About this exercise
Using the data below, copy each line that includes the word "PÕIK".

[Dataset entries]
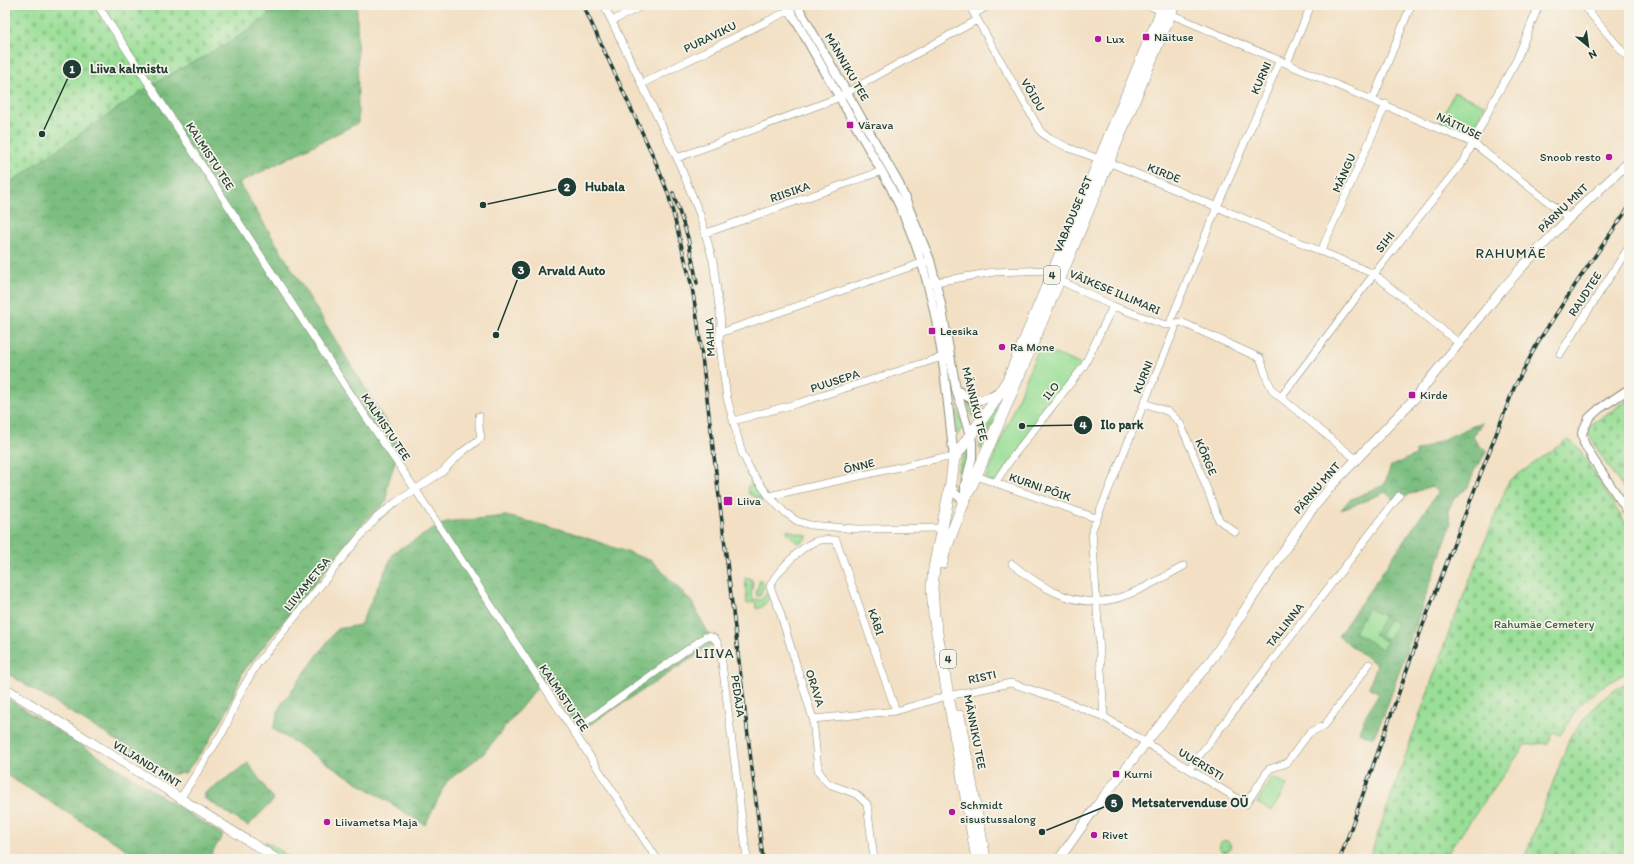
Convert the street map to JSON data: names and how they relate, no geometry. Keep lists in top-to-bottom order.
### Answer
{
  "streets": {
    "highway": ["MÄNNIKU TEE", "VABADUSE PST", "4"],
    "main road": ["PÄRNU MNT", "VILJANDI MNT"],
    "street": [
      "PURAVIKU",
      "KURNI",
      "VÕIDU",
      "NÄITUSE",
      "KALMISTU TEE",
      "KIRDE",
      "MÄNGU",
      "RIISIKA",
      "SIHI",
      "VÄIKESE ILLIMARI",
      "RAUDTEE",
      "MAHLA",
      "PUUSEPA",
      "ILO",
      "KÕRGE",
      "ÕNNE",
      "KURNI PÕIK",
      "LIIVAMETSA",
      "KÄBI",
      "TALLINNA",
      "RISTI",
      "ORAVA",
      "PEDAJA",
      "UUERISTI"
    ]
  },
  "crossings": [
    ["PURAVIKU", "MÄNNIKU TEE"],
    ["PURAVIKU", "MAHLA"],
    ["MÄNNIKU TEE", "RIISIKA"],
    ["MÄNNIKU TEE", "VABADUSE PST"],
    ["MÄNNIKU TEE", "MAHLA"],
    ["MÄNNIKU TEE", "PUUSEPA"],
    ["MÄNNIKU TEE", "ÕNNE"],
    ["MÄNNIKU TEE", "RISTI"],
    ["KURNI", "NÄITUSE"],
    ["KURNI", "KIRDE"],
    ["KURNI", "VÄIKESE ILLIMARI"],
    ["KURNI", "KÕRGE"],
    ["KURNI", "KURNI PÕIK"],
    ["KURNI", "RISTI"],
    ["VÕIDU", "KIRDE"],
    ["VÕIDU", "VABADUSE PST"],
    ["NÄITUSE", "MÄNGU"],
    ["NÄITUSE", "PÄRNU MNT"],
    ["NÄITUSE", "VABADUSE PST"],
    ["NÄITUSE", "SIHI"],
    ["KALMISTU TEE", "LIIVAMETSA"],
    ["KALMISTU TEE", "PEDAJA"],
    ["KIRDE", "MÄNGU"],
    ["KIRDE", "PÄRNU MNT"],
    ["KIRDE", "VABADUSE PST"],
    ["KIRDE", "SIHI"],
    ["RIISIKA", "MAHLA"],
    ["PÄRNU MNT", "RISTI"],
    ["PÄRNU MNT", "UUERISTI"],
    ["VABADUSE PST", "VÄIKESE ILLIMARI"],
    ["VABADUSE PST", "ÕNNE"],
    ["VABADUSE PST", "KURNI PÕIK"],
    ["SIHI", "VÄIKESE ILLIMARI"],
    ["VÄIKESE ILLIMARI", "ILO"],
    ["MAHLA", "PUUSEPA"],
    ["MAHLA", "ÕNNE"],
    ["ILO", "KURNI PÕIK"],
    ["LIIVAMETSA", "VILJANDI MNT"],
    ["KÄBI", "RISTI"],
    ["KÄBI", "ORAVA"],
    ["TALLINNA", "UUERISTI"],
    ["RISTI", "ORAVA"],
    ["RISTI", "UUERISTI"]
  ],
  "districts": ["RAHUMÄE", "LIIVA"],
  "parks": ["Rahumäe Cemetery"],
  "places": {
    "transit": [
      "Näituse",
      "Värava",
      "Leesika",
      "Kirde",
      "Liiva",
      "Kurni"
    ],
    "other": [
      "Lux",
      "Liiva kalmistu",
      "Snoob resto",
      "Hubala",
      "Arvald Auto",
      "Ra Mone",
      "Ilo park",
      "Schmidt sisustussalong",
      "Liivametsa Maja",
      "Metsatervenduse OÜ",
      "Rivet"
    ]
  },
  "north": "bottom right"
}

Exercise output
      "KURNI PÕIK",
    ["KURNI", "KURNI PÕIK"],
    ["VABADUSE PST", "KURNI PÕIK"],
    ["ILO", "KURNI PÕIK"],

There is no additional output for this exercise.